Go through the following data and transcribe exactly the stretch of lines from the one holding "List the street" to the one holding "Detect all labels, markers", both included.

*** Opening Input records ***

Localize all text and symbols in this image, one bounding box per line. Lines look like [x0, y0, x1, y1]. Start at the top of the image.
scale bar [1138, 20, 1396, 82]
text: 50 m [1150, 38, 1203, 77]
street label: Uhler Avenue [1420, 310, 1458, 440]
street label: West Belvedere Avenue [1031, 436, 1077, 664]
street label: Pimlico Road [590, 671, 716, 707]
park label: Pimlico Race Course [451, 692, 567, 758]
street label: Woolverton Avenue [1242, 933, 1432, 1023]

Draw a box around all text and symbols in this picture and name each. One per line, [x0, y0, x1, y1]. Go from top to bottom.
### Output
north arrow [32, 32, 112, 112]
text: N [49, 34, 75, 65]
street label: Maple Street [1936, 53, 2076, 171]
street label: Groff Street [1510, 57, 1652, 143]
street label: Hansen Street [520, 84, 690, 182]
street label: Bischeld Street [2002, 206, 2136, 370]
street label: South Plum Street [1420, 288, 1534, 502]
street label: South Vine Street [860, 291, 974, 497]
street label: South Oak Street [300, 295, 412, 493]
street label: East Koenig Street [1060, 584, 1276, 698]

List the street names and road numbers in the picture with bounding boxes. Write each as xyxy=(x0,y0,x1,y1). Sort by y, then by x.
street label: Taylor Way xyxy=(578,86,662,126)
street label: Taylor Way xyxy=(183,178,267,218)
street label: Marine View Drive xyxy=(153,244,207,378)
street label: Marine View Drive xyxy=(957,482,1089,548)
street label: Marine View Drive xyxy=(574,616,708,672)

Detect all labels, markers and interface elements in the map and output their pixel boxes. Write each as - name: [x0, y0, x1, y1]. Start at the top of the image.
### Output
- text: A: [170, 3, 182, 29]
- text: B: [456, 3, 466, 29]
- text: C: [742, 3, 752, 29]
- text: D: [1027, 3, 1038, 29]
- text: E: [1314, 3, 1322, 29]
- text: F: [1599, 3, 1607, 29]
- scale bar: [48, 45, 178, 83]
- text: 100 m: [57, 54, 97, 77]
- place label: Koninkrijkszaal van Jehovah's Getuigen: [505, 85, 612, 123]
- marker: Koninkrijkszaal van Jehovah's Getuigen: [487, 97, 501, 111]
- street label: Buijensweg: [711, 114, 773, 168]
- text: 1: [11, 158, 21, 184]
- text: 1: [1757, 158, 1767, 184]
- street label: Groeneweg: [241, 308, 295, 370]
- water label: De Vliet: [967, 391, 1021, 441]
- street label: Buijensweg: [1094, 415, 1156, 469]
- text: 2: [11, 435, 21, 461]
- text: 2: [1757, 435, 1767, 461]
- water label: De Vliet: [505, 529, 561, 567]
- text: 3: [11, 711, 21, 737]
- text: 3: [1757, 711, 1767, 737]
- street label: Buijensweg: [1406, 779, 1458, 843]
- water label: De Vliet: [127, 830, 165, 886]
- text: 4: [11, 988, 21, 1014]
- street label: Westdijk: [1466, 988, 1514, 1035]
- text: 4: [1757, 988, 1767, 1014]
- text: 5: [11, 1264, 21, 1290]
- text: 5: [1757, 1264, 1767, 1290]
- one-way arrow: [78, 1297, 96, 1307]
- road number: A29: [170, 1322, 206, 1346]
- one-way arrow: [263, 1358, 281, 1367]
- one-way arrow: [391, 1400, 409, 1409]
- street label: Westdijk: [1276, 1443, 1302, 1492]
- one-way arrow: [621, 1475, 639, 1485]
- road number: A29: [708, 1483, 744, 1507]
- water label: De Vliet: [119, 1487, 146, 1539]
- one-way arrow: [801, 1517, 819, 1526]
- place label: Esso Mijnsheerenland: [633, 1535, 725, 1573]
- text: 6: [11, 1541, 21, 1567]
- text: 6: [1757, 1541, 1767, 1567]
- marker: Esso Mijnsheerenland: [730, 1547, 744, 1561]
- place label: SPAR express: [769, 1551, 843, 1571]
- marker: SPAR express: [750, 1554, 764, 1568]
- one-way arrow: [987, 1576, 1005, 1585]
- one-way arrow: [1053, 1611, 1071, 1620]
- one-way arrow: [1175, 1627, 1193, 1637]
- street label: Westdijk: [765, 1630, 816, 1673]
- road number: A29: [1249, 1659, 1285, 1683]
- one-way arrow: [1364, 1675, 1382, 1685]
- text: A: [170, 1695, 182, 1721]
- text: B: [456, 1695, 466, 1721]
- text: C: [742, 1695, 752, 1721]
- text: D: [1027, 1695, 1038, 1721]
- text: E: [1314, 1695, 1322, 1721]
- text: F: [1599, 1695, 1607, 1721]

*** Closing Input records ***

Final answer —
List the street names and road numbers in the picture with bounding boxes. Write each as xyxy=(x0,y0,x1,y1). Sort by y, then by x.
street label: Taylor Way xyxy=(578,86,662,126)
street label: Taylor Way xyxy=(183,178,267,218)
street label: Marine View Drive xyxy=(153,244,207,378)
street label: Marine View Drive xyxy=(957,482,1089,548)
street label: Marine View Drive xyxy=(574,616,708,672)

Detect all labels, markers and interface elements in the map and output their pixel boxes. Write each as - name: [x0, y0, x1, y1]. Start at the top of the image.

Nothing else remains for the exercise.